» Task
Lines holding the word "tools" in the following material must be counted; give only the resulting number.

» Data listing
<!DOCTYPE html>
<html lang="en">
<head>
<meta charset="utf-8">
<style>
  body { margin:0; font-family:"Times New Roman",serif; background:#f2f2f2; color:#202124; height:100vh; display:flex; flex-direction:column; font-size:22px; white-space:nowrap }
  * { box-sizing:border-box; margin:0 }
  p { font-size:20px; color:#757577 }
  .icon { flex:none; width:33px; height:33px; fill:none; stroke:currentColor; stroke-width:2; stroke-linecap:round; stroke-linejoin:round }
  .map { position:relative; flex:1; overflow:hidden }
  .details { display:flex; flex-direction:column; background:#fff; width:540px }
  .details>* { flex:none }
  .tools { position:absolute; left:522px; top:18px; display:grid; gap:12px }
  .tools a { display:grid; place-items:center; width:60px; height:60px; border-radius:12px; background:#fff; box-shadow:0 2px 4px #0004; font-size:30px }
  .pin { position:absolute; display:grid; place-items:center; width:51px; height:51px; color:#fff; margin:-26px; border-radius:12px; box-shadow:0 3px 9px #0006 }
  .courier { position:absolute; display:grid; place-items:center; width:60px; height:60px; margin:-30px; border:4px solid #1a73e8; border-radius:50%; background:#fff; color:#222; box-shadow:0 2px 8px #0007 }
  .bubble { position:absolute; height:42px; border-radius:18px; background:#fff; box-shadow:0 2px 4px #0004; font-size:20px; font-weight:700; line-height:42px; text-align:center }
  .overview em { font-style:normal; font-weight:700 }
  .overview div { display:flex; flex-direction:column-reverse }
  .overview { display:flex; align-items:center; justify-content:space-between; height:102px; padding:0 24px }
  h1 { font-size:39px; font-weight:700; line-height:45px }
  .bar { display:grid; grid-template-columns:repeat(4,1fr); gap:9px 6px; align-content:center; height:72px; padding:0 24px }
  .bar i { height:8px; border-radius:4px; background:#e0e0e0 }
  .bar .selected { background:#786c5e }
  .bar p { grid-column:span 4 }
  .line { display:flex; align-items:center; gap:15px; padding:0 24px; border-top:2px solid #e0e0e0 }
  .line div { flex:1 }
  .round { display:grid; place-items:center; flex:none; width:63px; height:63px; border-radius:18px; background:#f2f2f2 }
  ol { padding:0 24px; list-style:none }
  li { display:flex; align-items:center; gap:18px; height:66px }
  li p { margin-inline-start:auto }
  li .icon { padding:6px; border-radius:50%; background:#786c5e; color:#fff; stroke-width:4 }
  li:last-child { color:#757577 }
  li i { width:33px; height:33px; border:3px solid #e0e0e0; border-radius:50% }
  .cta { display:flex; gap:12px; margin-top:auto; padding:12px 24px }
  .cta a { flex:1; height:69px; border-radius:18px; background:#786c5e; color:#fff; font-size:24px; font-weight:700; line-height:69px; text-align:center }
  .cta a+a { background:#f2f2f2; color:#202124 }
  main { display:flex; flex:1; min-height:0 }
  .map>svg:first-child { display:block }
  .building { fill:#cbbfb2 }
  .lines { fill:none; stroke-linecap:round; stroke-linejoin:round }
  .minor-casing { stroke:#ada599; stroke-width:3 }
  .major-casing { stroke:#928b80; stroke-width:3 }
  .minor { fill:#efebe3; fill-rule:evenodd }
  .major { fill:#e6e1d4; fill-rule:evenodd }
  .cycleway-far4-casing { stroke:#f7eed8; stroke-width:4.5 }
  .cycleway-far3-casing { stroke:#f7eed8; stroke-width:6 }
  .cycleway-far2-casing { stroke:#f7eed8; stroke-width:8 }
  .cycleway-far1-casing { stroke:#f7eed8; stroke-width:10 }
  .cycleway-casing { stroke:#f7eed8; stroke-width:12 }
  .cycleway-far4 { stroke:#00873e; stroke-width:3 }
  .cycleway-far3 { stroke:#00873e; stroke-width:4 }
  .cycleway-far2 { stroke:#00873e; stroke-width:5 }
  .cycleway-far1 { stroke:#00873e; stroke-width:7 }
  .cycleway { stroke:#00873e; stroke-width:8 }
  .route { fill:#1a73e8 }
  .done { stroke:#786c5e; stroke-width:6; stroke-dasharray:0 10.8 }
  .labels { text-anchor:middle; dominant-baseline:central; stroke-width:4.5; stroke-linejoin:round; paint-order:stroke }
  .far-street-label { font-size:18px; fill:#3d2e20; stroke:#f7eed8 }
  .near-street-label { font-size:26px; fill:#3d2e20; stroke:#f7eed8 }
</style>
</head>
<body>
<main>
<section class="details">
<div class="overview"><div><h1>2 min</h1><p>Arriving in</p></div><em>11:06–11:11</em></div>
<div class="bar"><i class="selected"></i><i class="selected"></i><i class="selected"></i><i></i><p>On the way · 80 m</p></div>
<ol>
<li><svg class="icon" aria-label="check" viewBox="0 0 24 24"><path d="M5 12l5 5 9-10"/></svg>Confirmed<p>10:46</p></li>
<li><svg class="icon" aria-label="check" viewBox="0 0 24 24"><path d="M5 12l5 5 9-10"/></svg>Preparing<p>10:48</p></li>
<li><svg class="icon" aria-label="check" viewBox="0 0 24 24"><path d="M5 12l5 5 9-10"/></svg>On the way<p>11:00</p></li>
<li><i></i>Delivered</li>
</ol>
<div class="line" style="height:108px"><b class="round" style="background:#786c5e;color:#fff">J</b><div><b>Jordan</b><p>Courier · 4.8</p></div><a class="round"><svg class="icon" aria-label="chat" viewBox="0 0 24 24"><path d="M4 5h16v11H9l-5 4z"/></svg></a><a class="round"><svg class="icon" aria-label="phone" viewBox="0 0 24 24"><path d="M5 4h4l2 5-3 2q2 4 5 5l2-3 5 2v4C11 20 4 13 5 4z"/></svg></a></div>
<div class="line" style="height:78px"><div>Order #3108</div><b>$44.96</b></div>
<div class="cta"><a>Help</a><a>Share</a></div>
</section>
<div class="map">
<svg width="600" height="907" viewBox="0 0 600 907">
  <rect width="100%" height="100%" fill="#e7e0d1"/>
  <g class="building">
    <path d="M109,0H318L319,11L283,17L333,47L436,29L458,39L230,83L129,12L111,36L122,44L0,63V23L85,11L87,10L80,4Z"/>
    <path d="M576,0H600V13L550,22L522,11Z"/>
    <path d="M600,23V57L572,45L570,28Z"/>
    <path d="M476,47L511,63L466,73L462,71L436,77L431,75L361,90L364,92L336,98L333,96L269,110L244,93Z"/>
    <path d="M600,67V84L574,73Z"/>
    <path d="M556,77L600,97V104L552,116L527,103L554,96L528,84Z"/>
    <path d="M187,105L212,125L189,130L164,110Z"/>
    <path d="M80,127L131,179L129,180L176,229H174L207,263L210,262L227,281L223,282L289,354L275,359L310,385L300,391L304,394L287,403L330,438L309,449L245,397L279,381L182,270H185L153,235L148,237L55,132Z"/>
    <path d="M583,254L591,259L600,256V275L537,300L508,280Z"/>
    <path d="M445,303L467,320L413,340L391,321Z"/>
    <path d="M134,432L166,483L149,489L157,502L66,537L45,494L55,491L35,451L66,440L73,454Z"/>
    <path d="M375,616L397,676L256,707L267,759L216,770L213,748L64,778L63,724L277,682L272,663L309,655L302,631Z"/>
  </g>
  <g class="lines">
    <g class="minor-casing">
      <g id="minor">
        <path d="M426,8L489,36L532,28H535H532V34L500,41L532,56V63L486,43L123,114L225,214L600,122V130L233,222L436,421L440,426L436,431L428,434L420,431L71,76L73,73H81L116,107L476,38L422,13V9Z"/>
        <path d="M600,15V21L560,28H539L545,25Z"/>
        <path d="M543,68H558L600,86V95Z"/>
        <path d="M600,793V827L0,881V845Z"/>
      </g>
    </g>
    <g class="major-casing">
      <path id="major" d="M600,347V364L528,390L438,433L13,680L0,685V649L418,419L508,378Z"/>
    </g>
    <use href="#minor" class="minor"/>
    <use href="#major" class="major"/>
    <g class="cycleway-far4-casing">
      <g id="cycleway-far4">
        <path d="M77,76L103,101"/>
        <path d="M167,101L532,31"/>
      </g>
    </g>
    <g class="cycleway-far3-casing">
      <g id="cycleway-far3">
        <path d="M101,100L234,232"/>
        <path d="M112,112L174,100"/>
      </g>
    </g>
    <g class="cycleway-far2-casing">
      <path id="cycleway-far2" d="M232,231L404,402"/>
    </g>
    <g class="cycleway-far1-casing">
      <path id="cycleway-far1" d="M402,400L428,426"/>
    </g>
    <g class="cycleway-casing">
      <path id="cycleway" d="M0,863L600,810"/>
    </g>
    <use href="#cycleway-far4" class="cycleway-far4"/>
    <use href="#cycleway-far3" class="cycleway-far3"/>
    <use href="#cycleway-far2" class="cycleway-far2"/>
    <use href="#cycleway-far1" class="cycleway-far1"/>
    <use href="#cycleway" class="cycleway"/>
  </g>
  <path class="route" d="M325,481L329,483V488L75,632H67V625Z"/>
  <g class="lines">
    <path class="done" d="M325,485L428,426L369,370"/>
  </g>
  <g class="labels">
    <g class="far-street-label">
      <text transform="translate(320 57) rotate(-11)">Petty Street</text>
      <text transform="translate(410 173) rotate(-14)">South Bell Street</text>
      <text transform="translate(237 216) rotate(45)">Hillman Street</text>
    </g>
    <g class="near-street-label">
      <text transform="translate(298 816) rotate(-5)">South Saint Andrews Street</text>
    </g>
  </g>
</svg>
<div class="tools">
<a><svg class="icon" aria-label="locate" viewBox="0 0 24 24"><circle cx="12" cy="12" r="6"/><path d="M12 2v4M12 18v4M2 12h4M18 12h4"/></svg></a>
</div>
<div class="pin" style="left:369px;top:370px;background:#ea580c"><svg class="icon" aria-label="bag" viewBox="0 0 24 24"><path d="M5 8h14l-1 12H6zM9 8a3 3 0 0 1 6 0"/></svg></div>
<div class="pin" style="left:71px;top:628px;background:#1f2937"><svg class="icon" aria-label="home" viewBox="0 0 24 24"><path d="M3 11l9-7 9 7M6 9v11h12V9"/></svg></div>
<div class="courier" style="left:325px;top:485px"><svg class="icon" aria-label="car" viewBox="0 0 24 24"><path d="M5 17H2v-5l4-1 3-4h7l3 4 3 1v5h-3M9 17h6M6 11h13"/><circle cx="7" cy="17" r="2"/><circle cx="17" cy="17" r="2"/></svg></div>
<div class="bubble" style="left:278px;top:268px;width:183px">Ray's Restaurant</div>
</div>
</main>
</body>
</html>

» Reply to the task
3